── THE DATA

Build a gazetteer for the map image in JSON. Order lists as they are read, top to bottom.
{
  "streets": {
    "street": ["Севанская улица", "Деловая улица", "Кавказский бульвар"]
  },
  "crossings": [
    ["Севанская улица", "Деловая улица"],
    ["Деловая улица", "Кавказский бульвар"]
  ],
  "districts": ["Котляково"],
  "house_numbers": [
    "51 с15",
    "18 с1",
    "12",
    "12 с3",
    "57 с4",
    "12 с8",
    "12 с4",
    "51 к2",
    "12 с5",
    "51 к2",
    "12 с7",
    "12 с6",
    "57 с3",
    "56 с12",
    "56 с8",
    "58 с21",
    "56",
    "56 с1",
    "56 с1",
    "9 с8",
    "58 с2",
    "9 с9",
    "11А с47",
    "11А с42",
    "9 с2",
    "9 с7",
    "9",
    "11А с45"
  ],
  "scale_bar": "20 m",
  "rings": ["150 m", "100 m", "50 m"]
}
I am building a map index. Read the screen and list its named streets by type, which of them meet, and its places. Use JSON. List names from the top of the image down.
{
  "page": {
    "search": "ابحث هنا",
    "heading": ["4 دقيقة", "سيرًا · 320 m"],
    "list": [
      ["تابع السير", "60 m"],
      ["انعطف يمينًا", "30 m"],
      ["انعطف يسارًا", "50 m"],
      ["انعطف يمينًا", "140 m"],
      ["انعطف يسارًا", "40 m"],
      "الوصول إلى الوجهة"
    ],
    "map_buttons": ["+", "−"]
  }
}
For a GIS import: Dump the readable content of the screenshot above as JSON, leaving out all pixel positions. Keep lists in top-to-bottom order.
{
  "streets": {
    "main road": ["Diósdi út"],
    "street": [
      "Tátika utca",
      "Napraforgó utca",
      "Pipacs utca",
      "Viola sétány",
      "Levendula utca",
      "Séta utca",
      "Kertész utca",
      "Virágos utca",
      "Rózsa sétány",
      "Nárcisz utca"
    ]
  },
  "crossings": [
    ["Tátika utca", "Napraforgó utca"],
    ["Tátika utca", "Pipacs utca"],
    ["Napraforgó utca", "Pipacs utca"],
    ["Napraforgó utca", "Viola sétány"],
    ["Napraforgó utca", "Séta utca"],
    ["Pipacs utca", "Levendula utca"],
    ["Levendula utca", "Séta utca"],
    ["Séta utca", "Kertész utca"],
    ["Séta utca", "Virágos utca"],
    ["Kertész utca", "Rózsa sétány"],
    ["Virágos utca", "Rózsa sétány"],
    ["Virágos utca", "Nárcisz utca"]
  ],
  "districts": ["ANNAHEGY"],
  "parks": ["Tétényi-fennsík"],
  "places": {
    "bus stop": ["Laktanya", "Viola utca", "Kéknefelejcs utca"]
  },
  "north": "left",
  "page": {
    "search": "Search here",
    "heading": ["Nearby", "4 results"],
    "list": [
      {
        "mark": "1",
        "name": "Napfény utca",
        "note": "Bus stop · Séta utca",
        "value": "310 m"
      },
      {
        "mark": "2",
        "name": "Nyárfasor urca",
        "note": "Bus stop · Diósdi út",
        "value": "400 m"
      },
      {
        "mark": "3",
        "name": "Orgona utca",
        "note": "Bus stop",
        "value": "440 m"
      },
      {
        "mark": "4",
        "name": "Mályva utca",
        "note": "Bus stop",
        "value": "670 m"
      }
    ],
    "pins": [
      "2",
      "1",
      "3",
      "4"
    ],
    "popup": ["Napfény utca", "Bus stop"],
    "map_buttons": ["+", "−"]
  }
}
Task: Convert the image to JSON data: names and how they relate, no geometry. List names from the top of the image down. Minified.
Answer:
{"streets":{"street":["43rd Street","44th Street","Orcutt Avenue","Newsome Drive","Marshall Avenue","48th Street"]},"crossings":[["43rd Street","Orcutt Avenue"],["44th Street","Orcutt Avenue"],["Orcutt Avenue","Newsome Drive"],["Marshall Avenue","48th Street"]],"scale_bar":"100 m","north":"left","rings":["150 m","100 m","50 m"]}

────

(TASK DESCRIPTION) Go through the records and copy all of them exactly.

(RESULT OF THE EXERCISE)
Build a gazetteer for the map image in JSON. Order lists as they are read, top to bottom.
{
  "streets": {
    "street": ["Севанская улица", "Деловая улица", "Кавказский бульвар"]
  },
  "crossings": [
    ["Севанская улица", "Деловая улица"],
    ["Деловая улица", "Кавказский бульвар"]
  ],
  "districts": ["Котляково"],
  "house_numbers": [
    "51 с15",
    "18 с1",
    "12",
    "12 с3",
    "57 с4",
    "12 с8",
    "12 с4",
    "51 к2",
    "12 с5",
    "51 к2",
    "12 с7",
    "12 с6",
    "57 с3",
    "56 с12",
    "56 с8",
    "58 с21",
    "56",
    "56 с1",
    "56 с1",
    "9 с8",
    "58 с2",
    "9 с9",
    "11А с47",
    "11А с42",
    "9 с2",
    "9 с7",
    "9",
    "11А с45"
  ],
  "scale_bar": "20 m",
  "rings": ["150 m", "100 m", "50 m"]
}
I am building a map index. Read the screen and list its named streets by type, which of them meet, and its places. Use JSON. List names from the top of the image down.
{
  "page": {
    "search": "ابحث هنا",
    "heading": ["4 دقيقة", "سيرًا · 320 m"],
    "list": [
      ["تابع السير", "60 m"],
      ["انعطف يمينًا", "30 m"],
      ["انعطف يسارًا", "50 m"],
      ["انعطف يمينًا", "140 m"],
      ["انعطف يسارًا", "40 m"],
      "الوصول إلى الوجهة"
    ],
    "map_buttons": ["+", "−"]
  }
}
For a GIS import: Dump the readable content of the screenshot above as JSON, leaving out all pixel positions. Keep lists in top-to-bottom order.
{
  "streets": {
    "main road": ["Diósdi út"],
    "street": [
      "Tátika utca",
      "Napraforgó utca",
      "Pipacs utca",
      "Viola sétány",
      "Levendula utca",
      "Séta utca",
      "Kertész utca",
      "Virágos utca",
      "Rózsa sétány",
      "Nárcisz utca"
    ]
  },
  "crossings": [
    ["Tátika utca", "Napraforgó utca"],
    ["Tátika utca", "Pipacs utca"],
    ["Napraforgó utca", "Pipacs utca"],
    ["Napraforgó utca", "Viola sétány"],
    ["Napraforgó utca", "Séta utca"],
    ["Pipacs utca", "Levendula utca"],
    ["Levendula utca", "Séta utca"],
    ["Séta utca", "Kertész utca"],
    ["Séta utca", "Virágos utca"],
    ["Kertész utca", "Rózsa sétány"],
    ["Virágos utca", "Rózsa sétány"],
    ["Virágos utca", "Nárcisz utca"]
  ],
  "districts": ["ANNAHEGY"],
  "parks": ["Tétényi-fennsík"],
  "places": {
    "bus stop": ["Laktanya", "Viola utca", "Kéknefelejcs utca"]
  },
  "north": "left",
  "page": {
    "search": "Search here",
    "heading": ["Nearby", "4 results"],
    "list": [
      {
        "mark": "1",
        "name": "Napfény utca",
        "note": "Bus stop · Séta utca",
        "value": "310 m"
      },
      {
        "mark": "2",
        "name": "Nyárfasor urca",
        "note": "Bus stop · Diósdi út",
        "value": "400 m"
      },
      {
        "mark": "3",
        "name": "Orgona utca",
        "note": "Bus stop",
        "value": "440 m"
      },
      {
        "mark": "4",
        "name": "Mályva utca",
        "note": "Bus stop",
        "value": "670 m"
      }
    ],
    "pins": [
      "2",
      "1",
      "3",
      "4"
    ],
    "popup": ["Napfény utca", "Bus stop"],
    "map_buttons": ["+", "−"]
  }
}
Task: Convert the image to JSON data: names and how they relate, no geometry. List names from the top of the image down. Minified.
Answer:
{"streets":{"street":["43rd Street","44th Street","Orcutt Avenue","Newsome Drive","Marshall Avenue","48th Street"]},"crossings":[["43rd Street","Orcutt Avenue"],["44th Street","Orcutt Avenue"],["Orcutt Avenue","Newsome Drive"],["Marshall Avenue","48th Street"]],"scale_bar":"100 m","north":"left","rings":["150 m","100 m","50 m"]}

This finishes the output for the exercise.